Restate the listing below line for line and word for word, without the pictures.

■ ■ ■

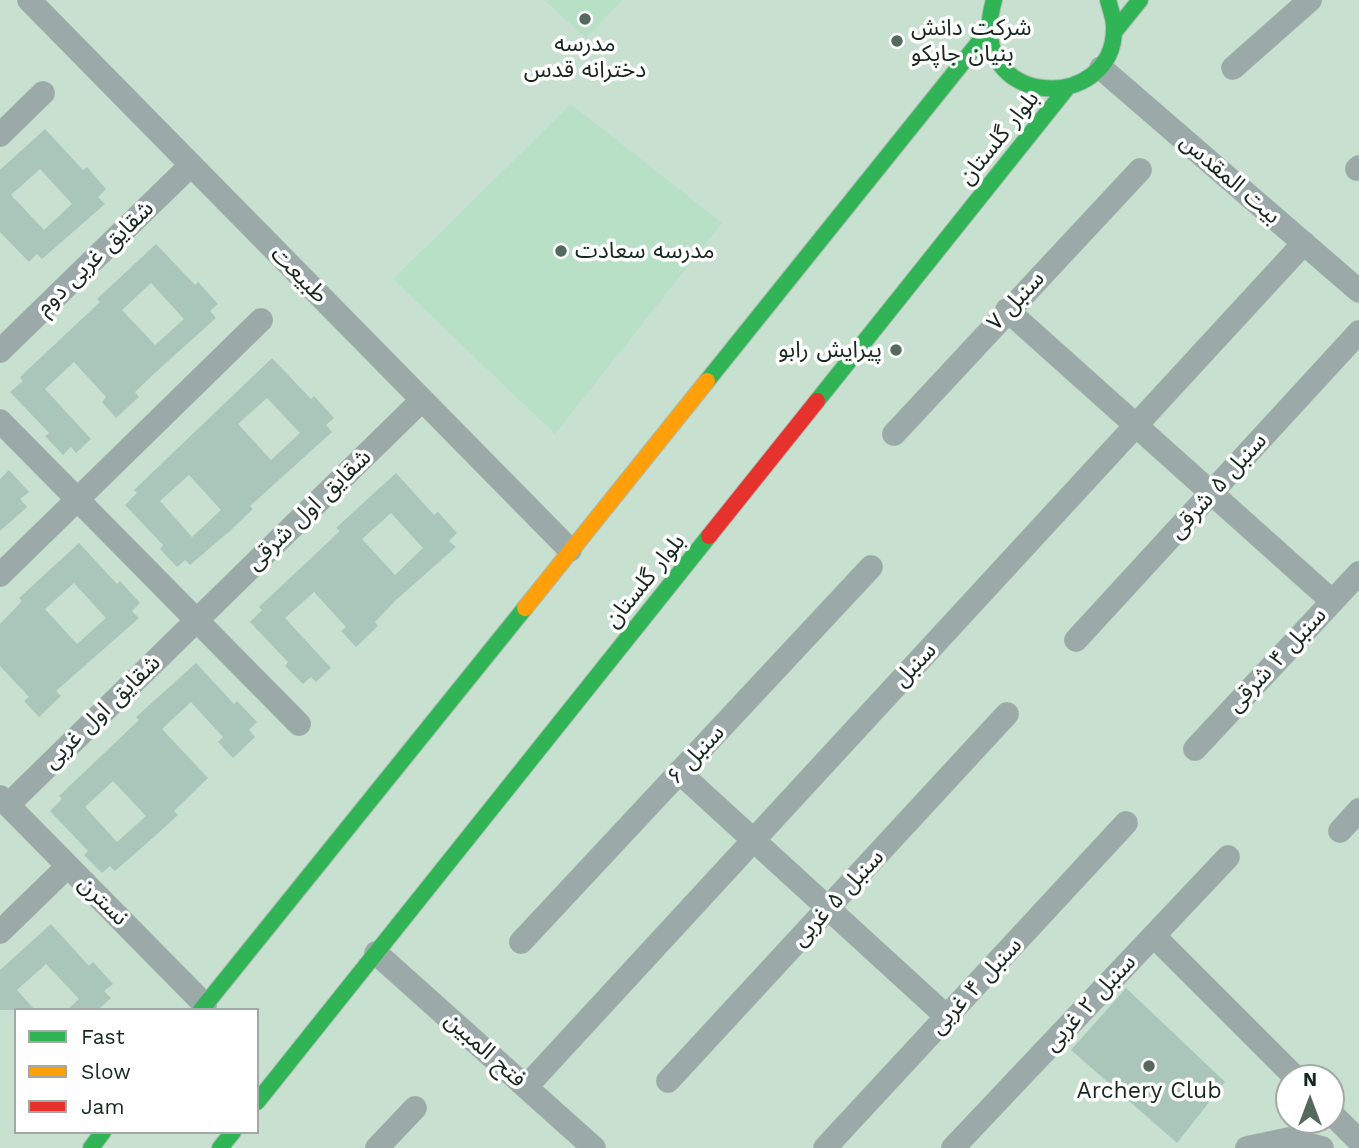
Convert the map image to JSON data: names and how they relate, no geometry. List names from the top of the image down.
{
  "streets": {
    "main road": ["بلوار گلستان"],
    "street": [
      "بیت المقدس",
      "شقایق غربی دوم",
      "طبیعت",
      "سنبل ۷",
      "سنبل ۵ شرقی",
      "شقایق اول شرقی",
      "سنبل ۴ شرقی",
      "سنبل",
      "شقایق اول غربی",
      "سنبل ۶",
      "سنبل ۵ غربی",
      "نسترن",
      "سنبل ۴ غربی",
      "سنبل ۲ غربی",
      "فتح المبین"
    ]
  },
  "crossings": [
    ["بلوار گلستان", "بیت المقدس"],
    ["بلوار گلستان", "فتح المبین"],
    ["بیت المقدس", "سنبل"],
    ["شقایق غربی دوم", "طبیعت"],
    ["طبیعت", "شقایق اول شرقی"],
    ["شقایق اول شرقی", "شقایق اول غربی"],
    ["سنبل", "فتح المبین"],
    ["شقایق اول غربی", "نسترن"]
  ],
  "places": [
    "مدرسه دخترانه قدس",
    "شرکت دانش بنیان جاپکو",
    "مدرسه سعادت",
    "پیرایش رابو",
    "Archery Club"
  ],
  "legend": ["Fast", "Slow", "Jam"],
  "north": "top"
}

■ ■ ■

[Response area]
Convert the map image to JSON data: names and how they relate, no geometry. List names from the top of the image down.
{
  "streets": {
    "main road": ["بلوار گلستان"],
    "street": [
      "بیت المقدس",
      "شقایق غربی دوم",
      "طبیعت",
      "سنبل ۷",
      "سنبل ۵ شرقی",
      "شقایق اول شرقی",
      "سنبل ۴ شرقی",
      "سنبل",
      "شقایق اول غربی",
      "سنبل ۶",
      "سنبل ۵ غربی",
      "نسترن",
      "سنبل ۴ غربی",
      "سنبل ۲ غربی",
      "فتح المبین"
    ]
  },
  "crossings": [
    ["بلوار گلستان", "بیت المقدس"],
    ["بلوار گلستان", "فتح المبین"],
    ["بیت المقدس", "سنبل"],
    ["شقایق غربی دوم", "طبیعت"],
    ["طبیعت", "شقایق اول شرقی"],
    ["شقایق اول شرقی", "شقایق اول غربی"],
    ["سنبل", "فتح المبین"],
    ["شقایق اول غربی", "نسترن"]
  ],
  "places": [
    "مدرسه دخترانه قدس",
    "شرکت دانش بنیان جاپکو",
    "مدرسه سعادت",
    "پیرایش رابو",
    "Archery Club"
  ],
  "legend": ["Fast", "Slow", "Jam"],
  "north": "top"
}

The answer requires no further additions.